◆ Exercise aim:
Read the records and gather each line that includes "Seinäjoki".

Collected data:

>>>>>

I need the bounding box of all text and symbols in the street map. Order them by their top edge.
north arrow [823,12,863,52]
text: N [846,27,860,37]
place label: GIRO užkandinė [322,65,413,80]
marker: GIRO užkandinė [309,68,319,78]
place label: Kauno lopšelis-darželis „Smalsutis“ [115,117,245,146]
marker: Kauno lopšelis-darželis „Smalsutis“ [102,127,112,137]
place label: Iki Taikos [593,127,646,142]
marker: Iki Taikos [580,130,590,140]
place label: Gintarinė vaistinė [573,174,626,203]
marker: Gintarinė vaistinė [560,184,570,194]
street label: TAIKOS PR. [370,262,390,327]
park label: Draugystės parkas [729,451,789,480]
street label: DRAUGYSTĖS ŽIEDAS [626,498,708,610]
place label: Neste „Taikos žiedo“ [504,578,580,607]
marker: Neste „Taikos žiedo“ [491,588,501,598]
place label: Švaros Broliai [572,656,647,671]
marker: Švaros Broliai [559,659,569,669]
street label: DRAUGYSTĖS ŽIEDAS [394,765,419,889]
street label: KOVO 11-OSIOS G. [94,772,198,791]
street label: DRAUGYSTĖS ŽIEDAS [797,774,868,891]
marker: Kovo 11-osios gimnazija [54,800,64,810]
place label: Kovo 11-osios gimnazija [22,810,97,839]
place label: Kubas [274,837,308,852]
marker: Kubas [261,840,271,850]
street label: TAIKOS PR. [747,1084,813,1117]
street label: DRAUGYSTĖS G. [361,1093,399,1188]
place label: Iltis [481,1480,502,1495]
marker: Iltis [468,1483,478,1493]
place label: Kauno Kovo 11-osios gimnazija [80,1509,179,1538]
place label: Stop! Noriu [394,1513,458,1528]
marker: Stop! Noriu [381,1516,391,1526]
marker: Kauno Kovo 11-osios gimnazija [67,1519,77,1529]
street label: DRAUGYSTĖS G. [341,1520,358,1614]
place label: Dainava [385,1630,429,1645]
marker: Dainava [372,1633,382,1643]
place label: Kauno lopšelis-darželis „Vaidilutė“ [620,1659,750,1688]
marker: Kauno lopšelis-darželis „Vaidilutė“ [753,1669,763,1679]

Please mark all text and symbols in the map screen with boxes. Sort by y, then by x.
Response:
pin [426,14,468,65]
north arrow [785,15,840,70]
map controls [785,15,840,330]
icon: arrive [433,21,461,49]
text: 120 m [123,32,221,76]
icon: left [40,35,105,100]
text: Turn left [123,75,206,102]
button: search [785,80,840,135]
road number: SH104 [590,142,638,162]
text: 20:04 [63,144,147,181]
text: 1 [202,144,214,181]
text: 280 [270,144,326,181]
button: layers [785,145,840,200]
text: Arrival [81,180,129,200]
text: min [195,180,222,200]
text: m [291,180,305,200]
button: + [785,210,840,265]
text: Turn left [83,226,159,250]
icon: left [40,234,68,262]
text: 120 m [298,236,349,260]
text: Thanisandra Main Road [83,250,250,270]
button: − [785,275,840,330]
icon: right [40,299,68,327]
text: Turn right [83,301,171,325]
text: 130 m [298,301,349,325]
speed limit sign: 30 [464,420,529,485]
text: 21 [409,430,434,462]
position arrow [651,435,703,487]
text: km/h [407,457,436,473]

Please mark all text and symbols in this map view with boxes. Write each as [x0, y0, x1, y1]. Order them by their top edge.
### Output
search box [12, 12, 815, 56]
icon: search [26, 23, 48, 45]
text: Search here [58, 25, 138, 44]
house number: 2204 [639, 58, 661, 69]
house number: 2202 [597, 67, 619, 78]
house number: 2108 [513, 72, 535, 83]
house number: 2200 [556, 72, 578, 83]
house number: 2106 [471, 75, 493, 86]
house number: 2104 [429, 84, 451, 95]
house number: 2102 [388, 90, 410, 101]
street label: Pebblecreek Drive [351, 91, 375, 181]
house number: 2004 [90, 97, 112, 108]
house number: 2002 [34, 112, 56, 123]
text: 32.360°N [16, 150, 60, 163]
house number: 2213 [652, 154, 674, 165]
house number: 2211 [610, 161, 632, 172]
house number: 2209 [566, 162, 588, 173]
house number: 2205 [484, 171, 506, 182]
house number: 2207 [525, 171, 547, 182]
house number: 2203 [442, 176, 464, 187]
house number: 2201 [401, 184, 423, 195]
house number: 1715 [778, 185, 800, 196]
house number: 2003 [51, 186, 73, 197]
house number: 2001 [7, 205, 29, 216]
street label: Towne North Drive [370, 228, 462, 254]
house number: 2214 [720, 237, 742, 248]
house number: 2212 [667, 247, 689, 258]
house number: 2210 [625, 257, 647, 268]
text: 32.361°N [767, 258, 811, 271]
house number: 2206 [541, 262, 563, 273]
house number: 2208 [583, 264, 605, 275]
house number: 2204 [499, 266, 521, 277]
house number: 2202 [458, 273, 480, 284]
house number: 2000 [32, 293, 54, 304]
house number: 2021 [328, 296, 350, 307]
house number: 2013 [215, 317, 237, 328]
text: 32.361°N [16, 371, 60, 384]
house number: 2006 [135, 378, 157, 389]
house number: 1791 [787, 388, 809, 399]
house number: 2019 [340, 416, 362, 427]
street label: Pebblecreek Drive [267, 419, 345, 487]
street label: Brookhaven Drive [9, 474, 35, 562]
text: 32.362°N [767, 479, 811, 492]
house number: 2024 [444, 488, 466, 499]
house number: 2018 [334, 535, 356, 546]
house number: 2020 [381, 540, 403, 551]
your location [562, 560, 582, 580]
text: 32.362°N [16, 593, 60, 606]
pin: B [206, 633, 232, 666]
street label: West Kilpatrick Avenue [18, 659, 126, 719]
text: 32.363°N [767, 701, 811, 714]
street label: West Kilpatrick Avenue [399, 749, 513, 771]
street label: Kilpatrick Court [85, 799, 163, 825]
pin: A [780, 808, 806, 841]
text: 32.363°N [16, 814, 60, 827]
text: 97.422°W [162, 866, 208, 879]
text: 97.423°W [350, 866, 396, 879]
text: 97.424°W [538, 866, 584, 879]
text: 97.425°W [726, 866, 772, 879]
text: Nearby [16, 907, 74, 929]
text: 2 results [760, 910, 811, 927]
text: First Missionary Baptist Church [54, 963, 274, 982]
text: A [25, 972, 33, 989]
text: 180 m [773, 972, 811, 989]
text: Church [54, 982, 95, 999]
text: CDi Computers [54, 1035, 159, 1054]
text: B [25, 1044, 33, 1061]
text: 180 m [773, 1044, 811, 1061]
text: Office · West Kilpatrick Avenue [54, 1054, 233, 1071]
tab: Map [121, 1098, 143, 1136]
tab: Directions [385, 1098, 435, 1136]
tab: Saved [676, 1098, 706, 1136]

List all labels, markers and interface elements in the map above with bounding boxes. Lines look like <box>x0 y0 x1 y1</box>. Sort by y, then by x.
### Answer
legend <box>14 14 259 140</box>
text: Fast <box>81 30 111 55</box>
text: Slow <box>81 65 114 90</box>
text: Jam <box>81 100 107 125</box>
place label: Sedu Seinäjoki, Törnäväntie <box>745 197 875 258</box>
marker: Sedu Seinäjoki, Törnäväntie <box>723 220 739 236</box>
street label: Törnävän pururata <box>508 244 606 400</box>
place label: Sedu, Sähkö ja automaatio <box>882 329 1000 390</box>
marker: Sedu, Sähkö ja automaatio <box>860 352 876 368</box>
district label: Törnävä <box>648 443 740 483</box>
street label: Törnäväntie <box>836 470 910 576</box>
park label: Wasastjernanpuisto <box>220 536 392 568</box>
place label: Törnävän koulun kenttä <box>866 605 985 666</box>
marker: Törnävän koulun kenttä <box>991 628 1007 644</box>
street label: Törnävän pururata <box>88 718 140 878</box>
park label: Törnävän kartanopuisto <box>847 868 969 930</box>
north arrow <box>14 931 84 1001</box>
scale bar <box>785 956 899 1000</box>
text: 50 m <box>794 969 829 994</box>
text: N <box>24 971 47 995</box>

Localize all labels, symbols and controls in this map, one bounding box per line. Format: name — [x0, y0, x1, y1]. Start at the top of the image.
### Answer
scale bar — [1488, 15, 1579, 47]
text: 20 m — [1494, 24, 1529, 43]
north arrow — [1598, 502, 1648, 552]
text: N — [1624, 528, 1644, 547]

<<<<<

◆ Response to this task:
place label: Sedu Seinäjoki, Törnäväntie <box>745 197 875 258</box>
marker: Sedu Seinäjoki, Törnäväntie <box>723 220 739 236</box>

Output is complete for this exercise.